The group stopped at a gas station mini-mart, where some of them bought food, and then met up in a nearby grocery store parking lot to wait for directions to Huppert's location. One of the other caravan members, Hannan Khan, got into a heated argument with Caldellis's passenger, Miguel. Khan pulled a gun on Miguel, and Caldellis stepped in and took the gun away from Khan. Caldellis then tucked the gun into his pants.
About 10 minutes later, the caravan group left the parking lot and headed to the party in Brier. When they arrived, Kimura walked toward the house to pursue Huppert for the fight. However, 25 to 30 people rushed from the house, some yelling profanities and racial slurs. Several of them immediately began fighting with some of the people who had just arrived in Kimura's caravan.
Some members of both the Brier group and Kimura's group were watching the others fight. One in Kimura's group who was not engaged in the fighting saw someone run up as if to attack Caldellis, who fended him off by punching him. Next, he saw Caldellis pull out the gun and fire two shots in the air and one shot horizontally. Several witnesses heard gunshots and then saw Caldellis holding the gun, with his arm extended. One witness, Meghan Lever, saw a young man near the driveway fall to the ground.
Caldellis and the rest of Kimura's group got into their cars and left. Lever and the other Brier party guests ran toward the house, pushing and shoving to get inside. After they were inside, they locked the windows and doors. Lever called police to report the gunfire. She stayed on the line until police arrived, briefly went outside to meet police, and then went immediately back into the house when instructed by police and dispatchers. While she was outside, she saw someone lying on the ground. She later found out this person was Jay Clements, who had died from gunshot wounds.
The State charged Caldellis with first degree and second degree murder for the death of Jay Clements and two counts of first degree assault for assaulting Meghan Lever and Kyle Defenbach. Caldellis was convicted of first degree murder and, as lesser included offenses of the first degree assault charges, two counts of second degree assault. The jury found he committed these crimes while armed with a firearm.
II. Discussion
A. Right to Counsel
Caldellis argues that he was denied the right to counsel under the Fifth and Fourteenth Amendments to the United States Constitution because detectives continued to question him after he made an equivocal request for counsel during a post-arrest interview and his subsequent custodial statement was, therefore, improperly admitted at trial. The United States Supreme Court has held that an unequivocal request is required to invoke the right to counsel after that right has been waived. Thus, because Caldellis waived his right to counsel and then made a request that was equivocal, his statement was properly admitted.

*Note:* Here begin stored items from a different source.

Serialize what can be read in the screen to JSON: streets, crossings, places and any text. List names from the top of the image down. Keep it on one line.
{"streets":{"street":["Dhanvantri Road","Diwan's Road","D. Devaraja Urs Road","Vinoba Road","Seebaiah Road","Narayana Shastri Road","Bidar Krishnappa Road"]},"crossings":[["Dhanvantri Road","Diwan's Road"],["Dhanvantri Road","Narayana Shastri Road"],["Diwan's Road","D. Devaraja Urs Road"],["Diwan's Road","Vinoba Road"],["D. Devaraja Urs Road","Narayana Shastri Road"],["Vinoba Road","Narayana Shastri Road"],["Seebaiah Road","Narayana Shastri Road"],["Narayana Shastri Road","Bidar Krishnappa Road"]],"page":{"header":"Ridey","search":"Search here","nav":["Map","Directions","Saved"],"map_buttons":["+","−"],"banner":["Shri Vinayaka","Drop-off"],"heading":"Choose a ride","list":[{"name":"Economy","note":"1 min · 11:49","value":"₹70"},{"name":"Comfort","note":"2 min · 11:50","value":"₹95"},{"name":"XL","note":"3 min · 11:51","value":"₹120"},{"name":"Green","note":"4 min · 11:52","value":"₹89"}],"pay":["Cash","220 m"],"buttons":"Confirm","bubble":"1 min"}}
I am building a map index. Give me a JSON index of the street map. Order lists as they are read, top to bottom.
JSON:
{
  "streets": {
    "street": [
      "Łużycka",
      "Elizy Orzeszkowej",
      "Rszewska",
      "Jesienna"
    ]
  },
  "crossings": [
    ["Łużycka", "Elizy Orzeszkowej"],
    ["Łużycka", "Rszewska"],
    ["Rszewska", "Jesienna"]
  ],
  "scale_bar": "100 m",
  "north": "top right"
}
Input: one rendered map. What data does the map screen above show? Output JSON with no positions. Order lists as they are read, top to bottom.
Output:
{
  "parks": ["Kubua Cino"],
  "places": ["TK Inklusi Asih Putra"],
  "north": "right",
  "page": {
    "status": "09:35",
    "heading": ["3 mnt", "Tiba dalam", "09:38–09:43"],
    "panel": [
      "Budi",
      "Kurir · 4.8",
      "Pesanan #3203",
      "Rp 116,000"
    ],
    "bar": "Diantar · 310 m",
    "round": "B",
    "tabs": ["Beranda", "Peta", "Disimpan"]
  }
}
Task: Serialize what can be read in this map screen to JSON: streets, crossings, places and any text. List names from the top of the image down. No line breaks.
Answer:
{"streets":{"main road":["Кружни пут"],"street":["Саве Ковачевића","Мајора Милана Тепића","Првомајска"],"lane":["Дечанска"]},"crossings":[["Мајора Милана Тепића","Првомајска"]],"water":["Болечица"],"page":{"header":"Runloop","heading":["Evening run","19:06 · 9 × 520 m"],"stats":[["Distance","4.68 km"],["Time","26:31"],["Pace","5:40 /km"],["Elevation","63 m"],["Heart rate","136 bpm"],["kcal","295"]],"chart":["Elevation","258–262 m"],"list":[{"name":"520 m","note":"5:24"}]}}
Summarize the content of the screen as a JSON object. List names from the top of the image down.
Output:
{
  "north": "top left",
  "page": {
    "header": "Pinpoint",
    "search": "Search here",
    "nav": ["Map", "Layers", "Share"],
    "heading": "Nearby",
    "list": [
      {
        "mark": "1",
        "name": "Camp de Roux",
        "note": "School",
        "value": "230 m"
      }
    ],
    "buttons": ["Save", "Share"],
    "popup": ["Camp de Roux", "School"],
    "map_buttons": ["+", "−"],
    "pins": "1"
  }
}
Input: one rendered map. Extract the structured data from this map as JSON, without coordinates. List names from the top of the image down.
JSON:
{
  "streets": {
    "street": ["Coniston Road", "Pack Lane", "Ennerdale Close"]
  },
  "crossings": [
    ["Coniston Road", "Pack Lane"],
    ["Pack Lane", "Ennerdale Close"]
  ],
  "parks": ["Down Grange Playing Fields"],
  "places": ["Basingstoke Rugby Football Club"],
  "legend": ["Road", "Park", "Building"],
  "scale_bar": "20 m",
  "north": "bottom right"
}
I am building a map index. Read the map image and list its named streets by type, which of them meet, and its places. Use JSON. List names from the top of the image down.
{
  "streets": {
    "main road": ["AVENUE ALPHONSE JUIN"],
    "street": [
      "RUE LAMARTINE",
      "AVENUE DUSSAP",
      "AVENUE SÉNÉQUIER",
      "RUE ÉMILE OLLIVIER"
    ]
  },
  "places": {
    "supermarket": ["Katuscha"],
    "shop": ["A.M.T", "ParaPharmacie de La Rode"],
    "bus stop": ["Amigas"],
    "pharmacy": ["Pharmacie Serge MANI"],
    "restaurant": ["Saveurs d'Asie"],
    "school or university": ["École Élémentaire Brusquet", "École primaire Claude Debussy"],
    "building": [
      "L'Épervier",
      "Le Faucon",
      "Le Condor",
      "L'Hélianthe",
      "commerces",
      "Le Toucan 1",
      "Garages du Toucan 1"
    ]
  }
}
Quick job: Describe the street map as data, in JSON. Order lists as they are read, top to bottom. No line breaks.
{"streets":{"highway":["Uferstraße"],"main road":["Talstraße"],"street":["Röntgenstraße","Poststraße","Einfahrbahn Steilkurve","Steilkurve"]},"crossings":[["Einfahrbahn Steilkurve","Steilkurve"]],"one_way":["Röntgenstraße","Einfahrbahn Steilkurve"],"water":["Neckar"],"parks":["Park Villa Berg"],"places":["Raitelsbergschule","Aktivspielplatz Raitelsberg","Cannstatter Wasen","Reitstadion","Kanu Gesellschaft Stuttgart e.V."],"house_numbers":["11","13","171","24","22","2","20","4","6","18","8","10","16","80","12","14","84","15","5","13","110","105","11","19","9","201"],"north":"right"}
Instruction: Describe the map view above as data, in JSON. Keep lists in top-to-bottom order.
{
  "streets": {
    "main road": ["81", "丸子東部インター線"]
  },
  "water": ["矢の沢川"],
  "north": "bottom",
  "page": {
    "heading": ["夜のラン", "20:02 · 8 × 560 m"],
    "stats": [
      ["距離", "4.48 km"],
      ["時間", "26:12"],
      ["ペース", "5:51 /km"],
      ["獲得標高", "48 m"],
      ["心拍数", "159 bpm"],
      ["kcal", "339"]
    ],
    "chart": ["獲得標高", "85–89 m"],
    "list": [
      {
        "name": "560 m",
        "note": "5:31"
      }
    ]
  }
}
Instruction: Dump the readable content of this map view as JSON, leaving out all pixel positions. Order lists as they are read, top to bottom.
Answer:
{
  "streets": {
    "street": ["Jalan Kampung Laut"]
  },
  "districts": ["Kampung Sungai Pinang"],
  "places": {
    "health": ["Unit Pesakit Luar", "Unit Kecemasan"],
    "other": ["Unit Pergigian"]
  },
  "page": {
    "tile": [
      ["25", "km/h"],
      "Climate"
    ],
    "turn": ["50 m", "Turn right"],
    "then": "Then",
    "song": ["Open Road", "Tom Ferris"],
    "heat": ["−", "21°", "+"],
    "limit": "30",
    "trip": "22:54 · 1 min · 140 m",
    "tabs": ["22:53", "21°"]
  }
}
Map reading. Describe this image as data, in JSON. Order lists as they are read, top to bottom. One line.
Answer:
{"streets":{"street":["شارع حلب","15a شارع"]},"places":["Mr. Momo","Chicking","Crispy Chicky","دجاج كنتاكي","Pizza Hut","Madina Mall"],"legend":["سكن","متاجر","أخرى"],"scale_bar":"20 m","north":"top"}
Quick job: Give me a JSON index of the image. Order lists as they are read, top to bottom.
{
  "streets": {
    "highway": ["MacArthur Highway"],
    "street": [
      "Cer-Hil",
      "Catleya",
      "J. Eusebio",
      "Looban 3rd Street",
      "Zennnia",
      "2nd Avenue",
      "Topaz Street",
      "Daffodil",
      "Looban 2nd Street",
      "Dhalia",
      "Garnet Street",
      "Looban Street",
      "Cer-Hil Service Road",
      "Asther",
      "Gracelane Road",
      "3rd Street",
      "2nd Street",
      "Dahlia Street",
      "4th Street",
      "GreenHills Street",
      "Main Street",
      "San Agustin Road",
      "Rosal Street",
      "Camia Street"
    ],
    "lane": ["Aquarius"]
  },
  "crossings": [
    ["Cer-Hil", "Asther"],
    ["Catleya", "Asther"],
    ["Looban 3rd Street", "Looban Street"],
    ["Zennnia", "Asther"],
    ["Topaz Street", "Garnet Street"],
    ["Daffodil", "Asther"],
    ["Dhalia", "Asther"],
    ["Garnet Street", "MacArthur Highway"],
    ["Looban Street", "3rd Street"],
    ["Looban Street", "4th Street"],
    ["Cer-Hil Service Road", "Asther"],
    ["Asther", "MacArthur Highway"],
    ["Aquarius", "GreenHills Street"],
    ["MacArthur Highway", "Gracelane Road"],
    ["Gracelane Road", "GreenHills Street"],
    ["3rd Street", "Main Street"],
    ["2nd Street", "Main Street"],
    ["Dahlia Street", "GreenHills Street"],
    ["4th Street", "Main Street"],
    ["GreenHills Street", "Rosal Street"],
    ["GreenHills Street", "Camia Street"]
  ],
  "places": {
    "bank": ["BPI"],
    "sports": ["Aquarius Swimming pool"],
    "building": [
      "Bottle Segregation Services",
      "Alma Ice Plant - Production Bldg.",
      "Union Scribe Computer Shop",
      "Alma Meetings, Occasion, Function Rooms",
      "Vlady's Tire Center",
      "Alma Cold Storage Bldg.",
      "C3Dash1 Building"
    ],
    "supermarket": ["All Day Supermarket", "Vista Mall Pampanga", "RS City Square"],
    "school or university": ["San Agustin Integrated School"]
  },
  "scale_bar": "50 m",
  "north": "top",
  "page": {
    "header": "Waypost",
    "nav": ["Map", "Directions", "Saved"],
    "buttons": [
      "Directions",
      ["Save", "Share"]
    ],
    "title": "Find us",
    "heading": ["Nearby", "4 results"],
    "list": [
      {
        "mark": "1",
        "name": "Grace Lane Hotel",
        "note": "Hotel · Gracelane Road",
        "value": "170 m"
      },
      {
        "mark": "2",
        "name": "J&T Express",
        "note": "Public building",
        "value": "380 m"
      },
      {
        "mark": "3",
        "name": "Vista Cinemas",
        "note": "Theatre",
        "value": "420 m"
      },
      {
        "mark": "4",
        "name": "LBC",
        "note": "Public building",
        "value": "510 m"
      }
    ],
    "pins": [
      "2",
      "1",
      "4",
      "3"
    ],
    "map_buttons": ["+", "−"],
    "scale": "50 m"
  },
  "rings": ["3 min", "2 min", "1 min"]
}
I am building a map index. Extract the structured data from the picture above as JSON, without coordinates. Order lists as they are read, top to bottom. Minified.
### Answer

Davis v. United States, 512 U.S. 452, 114 S. Ct. 2350, 129 L. Ed. 2d 362 (1994).
In a recorded statement, Caldellis indicated that he understood his rights, including that he was entitled to an attorney. He then indicated that he wished to make a voluntary statement to detectives. But as soon as one of the detectives began to ask him a question about the party, Caldellis interrupted to ask, "Wait, actually, just, would it help me to have a lawyer? I mean. . . ." The questioning officer interrupted him, saying, "Well, I mean we already talked. We talked in the back of the car or on the . . . on the trip up here and um, we went over pretty much everything." He told Caldellis, "[T]hat's something . . . you know I can't give you uh, advice on . . . on what to do. I mean I can't give you any legal advice. Uh, that's something you need to decide for yourself." An exchange proceeded between the detectives and Caldellis in which Caldellis continued to question aloud whether it would be advisable for him to have an attorney, including a comment about his previous experience with a DUI charge, in which he stated, "[I]f I had had a lawyer it would have been better I just think." But the detectives steered the conversation back to the subject of the night of the shooting, and Caldellis voluntarily made his statement. In his statement of additional grounds, Caldellis points out that detectives "overtalk and sidestep" the issue of his request and "tactically steered the conversation in another direction in an effort to manipulate . . . away from the issue of counsel." Although he was not entirely comfortable proceeding without counsel, Caldellis never expressly requested a lawyer.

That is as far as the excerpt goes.